Collaborating for Success with the Common Core Chapter 2

Change is so hard! I really don't know why, but we fight it so much in education when we are asked to change the way we are doing something. I think partly it is because we feel so helpless to the change- we are not in charge of it at all and have little or no say in the process- we are just told to do it. And, if you've been in education long enough, you will eventually see everything cycle back around just in a different package or with different words. So, I completely understand why people are reluctant to change to the Common Core.  Especially, when our politicians at the state levels are getting pressure from constituents that don't like the Common Core because they themselves don't want things to change.  It's so political and so frustrating!
This chapter does talk about changes in expectations as people transition to the Common Core Standards.  In ELA, it talks about seven different changes:
1. Text complexity
2. Informational text
3. Interdisciplinary literacy
4. Close reading
5. Text analysis
6. Argumentative writing
7. Academic vocabulary and language
With some of these, we just need to shift our thinking a little to provide different types of activities; with others, we need to completely rethink what we've been doing.
In mathematics, there are four main shifts:
1. Fewer but more focused standards
2. Habits of mind- these are the mathematical practices standards.
3. Progression of skills and concepts
4. Procedural fluency (Right now I disagree with this one- I think we're NOT focusing on procedural fluency in the early stages of implementing the standards because we need to get them caught up on all the gaps they have because we are still transitioning to the standards from the old standards. So, I think this will come back to bite us later when we have students at the higher grades that have fluency gaps because they were some of the first classes to be taught with just the Common Core Standards.)
Again, with some of these it's just a little change in mindset, but other requires a complete overhaul of what we've done before.

The next part of the chapter is called Getting Aboard the Change Train. It talks about how this type of transitioning is a second order change- one that is not incremental but one that requires new thinking and a new direction for the school organization.  It requires a change in the culture in order to make it happen.

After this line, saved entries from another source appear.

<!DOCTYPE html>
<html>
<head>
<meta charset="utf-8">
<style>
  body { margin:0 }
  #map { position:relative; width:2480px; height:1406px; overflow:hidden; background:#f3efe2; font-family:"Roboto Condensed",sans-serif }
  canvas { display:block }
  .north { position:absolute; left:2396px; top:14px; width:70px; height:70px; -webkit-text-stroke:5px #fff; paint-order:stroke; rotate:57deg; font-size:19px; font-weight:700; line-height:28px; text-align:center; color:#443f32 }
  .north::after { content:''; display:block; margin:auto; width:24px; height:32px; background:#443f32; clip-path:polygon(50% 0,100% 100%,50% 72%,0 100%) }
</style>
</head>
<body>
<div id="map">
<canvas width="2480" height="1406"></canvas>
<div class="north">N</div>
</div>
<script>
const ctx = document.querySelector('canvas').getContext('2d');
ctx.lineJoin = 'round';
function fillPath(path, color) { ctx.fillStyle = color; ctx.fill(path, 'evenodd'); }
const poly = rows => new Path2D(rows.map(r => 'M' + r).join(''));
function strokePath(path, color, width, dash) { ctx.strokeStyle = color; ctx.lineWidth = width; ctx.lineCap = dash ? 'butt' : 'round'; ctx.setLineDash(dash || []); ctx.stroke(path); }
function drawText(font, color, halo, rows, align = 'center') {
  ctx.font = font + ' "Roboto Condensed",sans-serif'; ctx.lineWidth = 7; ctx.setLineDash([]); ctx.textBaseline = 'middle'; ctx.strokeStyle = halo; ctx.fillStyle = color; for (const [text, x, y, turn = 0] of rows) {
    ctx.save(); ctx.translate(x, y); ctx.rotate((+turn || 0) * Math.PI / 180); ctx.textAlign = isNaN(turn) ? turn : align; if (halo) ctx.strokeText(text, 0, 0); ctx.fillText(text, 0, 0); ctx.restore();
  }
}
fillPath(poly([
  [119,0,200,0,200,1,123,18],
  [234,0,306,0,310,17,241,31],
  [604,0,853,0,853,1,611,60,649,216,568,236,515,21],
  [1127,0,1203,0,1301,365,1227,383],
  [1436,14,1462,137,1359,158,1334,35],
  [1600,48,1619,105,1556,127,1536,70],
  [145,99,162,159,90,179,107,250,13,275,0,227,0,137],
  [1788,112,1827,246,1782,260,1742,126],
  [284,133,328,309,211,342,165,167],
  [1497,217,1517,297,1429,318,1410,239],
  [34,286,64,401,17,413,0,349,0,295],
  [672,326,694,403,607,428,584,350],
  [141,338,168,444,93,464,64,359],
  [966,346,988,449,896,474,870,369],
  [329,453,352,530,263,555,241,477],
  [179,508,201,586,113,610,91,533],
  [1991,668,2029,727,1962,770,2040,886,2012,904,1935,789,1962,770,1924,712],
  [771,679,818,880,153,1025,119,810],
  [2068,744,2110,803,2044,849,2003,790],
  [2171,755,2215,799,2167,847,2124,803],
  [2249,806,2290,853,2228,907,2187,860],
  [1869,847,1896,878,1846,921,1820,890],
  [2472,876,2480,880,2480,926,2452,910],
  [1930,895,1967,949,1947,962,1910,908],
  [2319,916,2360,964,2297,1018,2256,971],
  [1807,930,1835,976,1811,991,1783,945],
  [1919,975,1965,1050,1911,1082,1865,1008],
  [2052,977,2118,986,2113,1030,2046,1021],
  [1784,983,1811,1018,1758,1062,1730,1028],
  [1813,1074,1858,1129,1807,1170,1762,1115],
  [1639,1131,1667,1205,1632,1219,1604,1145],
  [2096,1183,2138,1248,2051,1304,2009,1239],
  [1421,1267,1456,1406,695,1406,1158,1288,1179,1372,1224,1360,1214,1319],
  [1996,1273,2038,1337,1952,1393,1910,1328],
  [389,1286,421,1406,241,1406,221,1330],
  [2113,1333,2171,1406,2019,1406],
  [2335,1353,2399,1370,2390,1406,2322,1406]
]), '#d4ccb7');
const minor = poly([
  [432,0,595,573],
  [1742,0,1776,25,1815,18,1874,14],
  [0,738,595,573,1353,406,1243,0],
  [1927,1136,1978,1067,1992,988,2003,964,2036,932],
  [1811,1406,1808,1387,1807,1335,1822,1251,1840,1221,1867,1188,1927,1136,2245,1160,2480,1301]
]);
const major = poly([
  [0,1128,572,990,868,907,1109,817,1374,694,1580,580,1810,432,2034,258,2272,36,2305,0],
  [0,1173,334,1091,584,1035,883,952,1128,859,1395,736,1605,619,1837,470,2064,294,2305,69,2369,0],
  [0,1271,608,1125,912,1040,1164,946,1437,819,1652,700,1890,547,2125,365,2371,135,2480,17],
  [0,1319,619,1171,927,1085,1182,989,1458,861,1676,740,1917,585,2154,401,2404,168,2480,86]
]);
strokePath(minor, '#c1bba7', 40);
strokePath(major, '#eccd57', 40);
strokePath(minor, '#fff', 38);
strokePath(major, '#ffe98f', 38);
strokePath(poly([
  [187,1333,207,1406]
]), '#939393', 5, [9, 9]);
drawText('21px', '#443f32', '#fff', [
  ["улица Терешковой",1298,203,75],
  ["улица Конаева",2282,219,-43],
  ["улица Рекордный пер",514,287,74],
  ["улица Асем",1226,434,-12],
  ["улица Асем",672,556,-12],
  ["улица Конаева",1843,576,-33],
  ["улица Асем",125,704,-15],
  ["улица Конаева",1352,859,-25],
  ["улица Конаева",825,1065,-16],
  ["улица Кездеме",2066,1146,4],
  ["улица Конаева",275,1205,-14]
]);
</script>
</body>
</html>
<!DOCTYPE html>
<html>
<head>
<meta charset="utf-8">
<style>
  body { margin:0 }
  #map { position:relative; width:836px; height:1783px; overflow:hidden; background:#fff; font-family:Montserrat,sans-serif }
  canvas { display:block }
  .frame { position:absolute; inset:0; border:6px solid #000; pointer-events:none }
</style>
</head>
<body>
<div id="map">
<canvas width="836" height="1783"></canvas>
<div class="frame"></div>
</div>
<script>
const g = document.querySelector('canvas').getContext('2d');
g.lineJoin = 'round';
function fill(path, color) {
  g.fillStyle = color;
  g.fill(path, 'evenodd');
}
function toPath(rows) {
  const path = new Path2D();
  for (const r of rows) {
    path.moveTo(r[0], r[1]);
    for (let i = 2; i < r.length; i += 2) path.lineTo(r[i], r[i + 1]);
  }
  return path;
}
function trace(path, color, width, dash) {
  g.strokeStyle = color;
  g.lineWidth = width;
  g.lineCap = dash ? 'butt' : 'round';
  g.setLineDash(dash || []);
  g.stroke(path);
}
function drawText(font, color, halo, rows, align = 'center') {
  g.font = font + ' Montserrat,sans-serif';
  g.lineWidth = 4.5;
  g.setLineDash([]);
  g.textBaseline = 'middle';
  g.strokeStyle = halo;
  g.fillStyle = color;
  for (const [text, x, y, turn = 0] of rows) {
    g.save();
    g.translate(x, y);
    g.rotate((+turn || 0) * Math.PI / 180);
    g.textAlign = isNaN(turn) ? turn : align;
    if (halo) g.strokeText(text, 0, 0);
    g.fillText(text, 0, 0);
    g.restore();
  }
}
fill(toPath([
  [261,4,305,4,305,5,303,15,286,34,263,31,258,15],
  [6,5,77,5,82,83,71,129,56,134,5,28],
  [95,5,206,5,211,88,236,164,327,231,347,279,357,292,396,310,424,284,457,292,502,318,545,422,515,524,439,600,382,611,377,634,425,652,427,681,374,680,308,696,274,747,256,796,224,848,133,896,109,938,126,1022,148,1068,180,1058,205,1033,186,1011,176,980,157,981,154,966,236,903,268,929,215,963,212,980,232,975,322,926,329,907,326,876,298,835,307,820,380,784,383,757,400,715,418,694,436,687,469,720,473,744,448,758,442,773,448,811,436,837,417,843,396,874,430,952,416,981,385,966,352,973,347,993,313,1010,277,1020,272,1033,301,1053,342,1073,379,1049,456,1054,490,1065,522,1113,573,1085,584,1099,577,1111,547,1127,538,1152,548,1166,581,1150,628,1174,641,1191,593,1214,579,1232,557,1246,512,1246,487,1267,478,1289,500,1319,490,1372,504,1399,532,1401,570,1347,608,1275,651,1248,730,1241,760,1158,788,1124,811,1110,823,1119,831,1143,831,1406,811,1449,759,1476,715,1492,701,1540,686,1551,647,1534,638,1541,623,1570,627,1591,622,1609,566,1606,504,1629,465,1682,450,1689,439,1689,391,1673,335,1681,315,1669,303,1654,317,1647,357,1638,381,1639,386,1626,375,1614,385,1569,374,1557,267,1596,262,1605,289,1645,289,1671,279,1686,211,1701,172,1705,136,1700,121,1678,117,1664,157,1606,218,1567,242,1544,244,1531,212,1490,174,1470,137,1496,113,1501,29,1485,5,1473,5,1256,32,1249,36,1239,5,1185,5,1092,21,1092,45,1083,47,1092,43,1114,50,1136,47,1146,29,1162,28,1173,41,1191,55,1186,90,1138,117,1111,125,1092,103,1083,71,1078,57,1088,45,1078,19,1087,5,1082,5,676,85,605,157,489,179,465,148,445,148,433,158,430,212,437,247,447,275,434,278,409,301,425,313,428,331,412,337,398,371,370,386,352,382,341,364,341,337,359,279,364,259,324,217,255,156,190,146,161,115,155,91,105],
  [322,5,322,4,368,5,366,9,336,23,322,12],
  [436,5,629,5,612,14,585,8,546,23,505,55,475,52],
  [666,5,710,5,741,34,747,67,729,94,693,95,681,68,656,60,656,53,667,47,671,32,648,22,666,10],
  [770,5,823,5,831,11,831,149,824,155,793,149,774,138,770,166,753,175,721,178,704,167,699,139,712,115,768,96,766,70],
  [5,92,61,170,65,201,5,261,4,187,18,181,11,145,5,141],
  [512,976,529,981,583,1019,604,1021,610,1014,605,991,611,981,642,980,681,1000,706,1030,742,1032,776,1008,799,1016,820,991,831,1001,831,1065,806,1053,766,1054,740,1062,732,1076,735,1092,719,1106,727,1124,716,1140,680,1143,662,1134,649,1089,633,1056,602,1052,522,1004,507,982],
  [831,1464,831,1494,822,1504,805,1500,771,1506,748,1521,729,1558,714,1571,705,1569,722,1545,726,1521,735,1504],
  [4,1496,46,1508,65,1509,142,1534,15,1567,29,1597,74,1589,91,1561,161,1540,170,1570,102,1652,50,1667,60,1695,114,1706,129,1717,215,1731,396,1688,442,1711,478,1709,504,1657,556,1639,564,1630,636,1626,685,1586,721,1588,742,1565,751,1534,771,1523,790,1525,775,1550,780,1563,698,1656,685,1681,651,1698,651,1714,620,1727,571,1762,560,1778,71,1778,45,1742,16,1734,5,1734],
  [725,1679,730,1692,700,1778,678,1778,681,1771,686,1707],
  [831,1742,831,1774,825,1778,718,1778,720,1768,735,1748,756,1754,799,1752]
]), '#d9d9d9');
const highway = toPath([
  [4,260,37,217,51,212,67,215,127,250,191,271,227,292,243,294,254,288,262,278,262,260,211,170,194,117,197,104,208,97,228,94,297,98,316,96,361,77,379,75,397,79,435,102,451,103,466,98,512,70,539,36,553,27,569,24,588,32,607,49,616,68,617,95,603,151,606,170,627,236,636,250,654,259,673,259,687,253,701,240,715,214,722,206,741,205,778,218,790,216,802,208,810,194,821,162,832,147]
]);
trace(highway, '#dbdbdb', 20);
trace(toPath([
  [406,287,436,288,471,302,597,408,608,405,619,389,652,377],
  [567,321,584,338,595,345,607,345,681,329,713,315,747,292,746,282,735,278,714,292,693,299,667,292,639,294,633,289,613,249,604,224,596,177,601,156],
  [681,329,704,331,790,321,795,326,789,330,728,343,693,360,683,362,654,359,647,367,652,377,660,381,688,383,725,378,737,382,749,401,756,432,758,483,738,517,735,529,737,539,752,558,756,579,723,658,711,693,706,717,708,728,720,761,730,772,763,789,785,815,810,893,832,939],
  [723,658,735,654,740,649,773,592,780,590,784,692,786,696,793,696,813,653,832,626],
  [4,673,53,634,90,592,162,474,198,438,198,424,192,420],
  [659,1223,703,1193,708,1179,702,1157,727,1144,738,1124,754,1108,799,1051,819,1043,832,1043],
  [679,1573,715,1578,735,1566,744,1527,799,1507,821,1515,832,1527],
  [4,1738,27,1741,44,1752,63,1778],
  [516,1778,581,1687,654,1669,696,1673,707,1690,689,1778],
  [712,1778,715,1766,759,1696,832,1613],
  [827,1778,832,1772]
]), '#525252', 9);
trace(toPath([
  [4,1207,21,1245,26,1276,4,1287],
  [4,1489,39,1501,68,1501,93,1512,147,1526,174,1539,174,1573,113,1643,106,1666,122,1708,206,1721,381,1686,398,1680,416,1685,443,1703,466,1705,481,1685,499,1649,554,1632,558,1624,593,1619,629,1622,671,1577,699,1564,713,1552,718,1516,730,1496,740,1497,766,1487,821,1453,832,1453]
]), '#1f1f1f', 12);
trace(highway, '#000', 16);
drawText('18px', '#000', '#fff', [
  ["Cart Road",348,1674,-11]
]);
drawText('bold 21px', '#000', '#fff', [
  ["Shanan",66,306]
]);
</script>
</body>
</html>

This is what we are dealing with at our school and in our district. We are not recognizing that it is a second-order change and we're treating it like a change that just has incremental steps- the first year, Kindergarten will implement the standards, the second year 1st and 2nd grade will implement the standards, the third year, 3-12 will implement the standards. That's what we did really- we didn't look at changing the culture of our school and district as we make the shift.  And now, we're struggling because we didn't do it right in the first place...

The chapter continued on to talk about the five important steps that are needed. It is based on John Kotter's change model.
Step 1: Create a sense of urgency. People need to understand the reasons for the change and believe it will make a difference for their students. It is also important when doing this to understand and manage self-concerns and task concerns. What support will there be? What is the big picture?
Step 2: Build a Guiding Coalition. Create a team of people who have different areas of expertise that can work together to help with the implementation. As always (but it's rarely done correctly and thoroughly IMO) these teams needs to clarify their purpose, establish team norms, set team goals, define team member roles and focus on the work ahead.
Step 3: Create and Communicate a Vision. Teachers need opportunities to discuss how the envision the school if all students are to be successful with the rigorous expectations of the CCSS. Teachers need to understand why the school/district is making the change, how the change process will occur and what the expectations for each teacher or team will be.
Step 4: Empower Everyone. It is necessary to empower ALL the stakeholders!!! That's so important, but sometimes SO hard to do!  This section was interesting to me because it talks about establishing a loose-tight relationship between leadership decisions and resulting team products. The DuFours and Marzano both talk about the importance of building shared leadership responsibilities so that collaborative teams can make some, but not all, decisions. It states: "Teams are empowered to complete their work in whatever way works best for them around loose expectations but they must follow the expectations of the leadership when completing tight tasks. Of course, the leadership team must be clear about what will be tight as their schools move through this process."
I like this because it provides teams with things that we must do, but doesn't dictate to us HOW to do these things. It gives us the freedom to make it work for our team, while still having things that everyone agrees upon and agrees to do.
Step 5: Celebrate Short-Term Wins. This is so hard at my school. We do recognize people/teams in staff meetings etc... but either it doesn't feel genuine or it feels like we are all in competition or that our administrations is playing favorites...but I think that's a school culture problem that we have to work on...
Good chapter- but nothing earth-shattering that I didn't know before... the next chapters get more in depths into the process.